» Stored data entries
- Opening Delimiter -
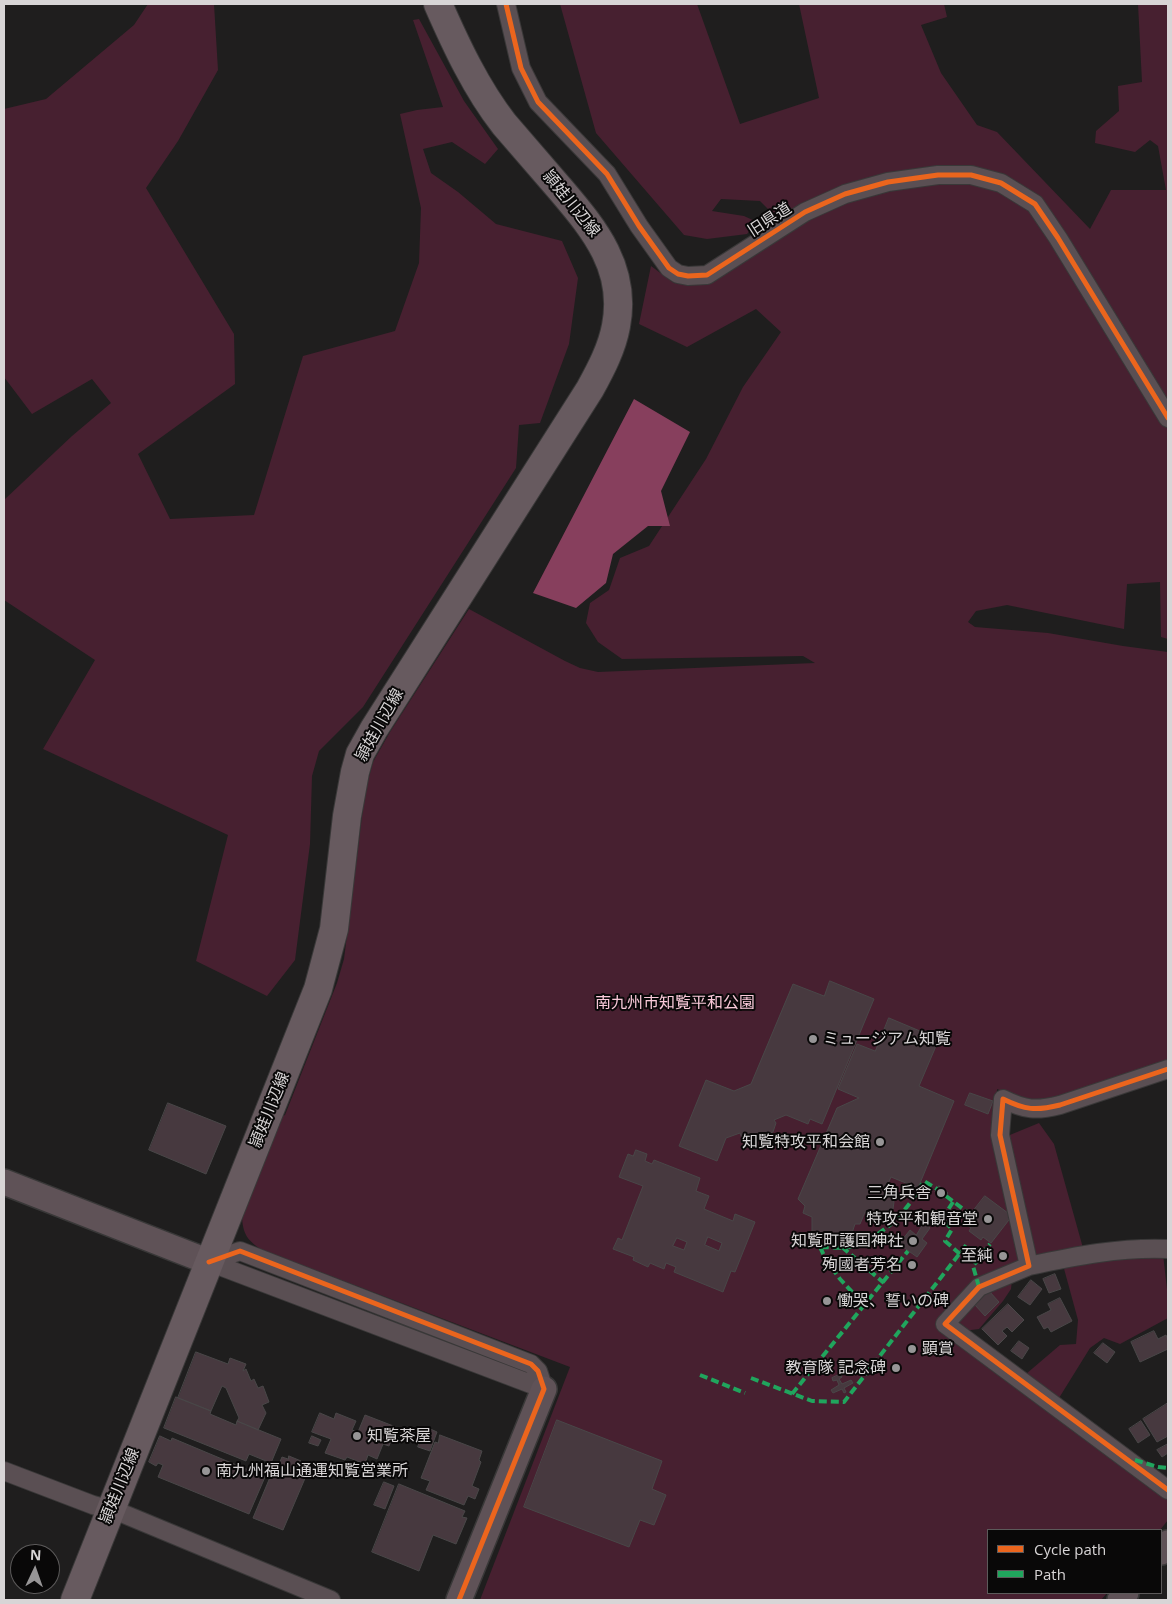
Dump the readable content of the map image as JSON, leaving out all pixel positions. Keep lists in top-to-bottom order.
{
  "streets": {
    "main road": ["頴娃川辺線"],
    "street": ["旧県道"]
  },
  "parks": ["南九州市知覧平和公園"],
  "places": [
    "ミュージアム知覧",
    "知覧特攻平和会館",
    "三角兵舎",
    "特攻平和観音堂",
    "知覧町護国神社",
    "至純",
    "殉國者芳名",
    "慟哭、誓いの碑",
    "顕賞",
    "教育隊 記念碑",
    "知覧茶屋",
    "南九州福山通運知覧営業所"
  ],
  "legend": ["Cycle path", "Path"],
  "north": "top"
}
- Closing Delimiter -
» Task statement
Leave out the pictures and reproduce the rest of the records exactly.

» Worked solution
Dump the readable content of the map image as JSON, leaving out all pixel positions. Keep lists in top-to-bottom order.
{
  "streets": {
    "main road": ["頴娃川辺線"],
    "street": ["旧県道"]
  },
  "parks": ["南九州市知覧平和公園"],
  "places": [
    "ミュージアム知覧",
    "知覧特攻平和会館",
    "三角兵舎",
    "特攻平和観音堂",
    "知覧町護国神社",
    "至純",
    "殉國者芳名",
    "慟哭、誓いの碑",
    "顕賞",
    "教育隊 記念碑",
    "知覧茶屋",
    "南九州福山通運知覧営業所"
  ],
  "legend": ["Cycle path", "Path"],
  "north": "top"
}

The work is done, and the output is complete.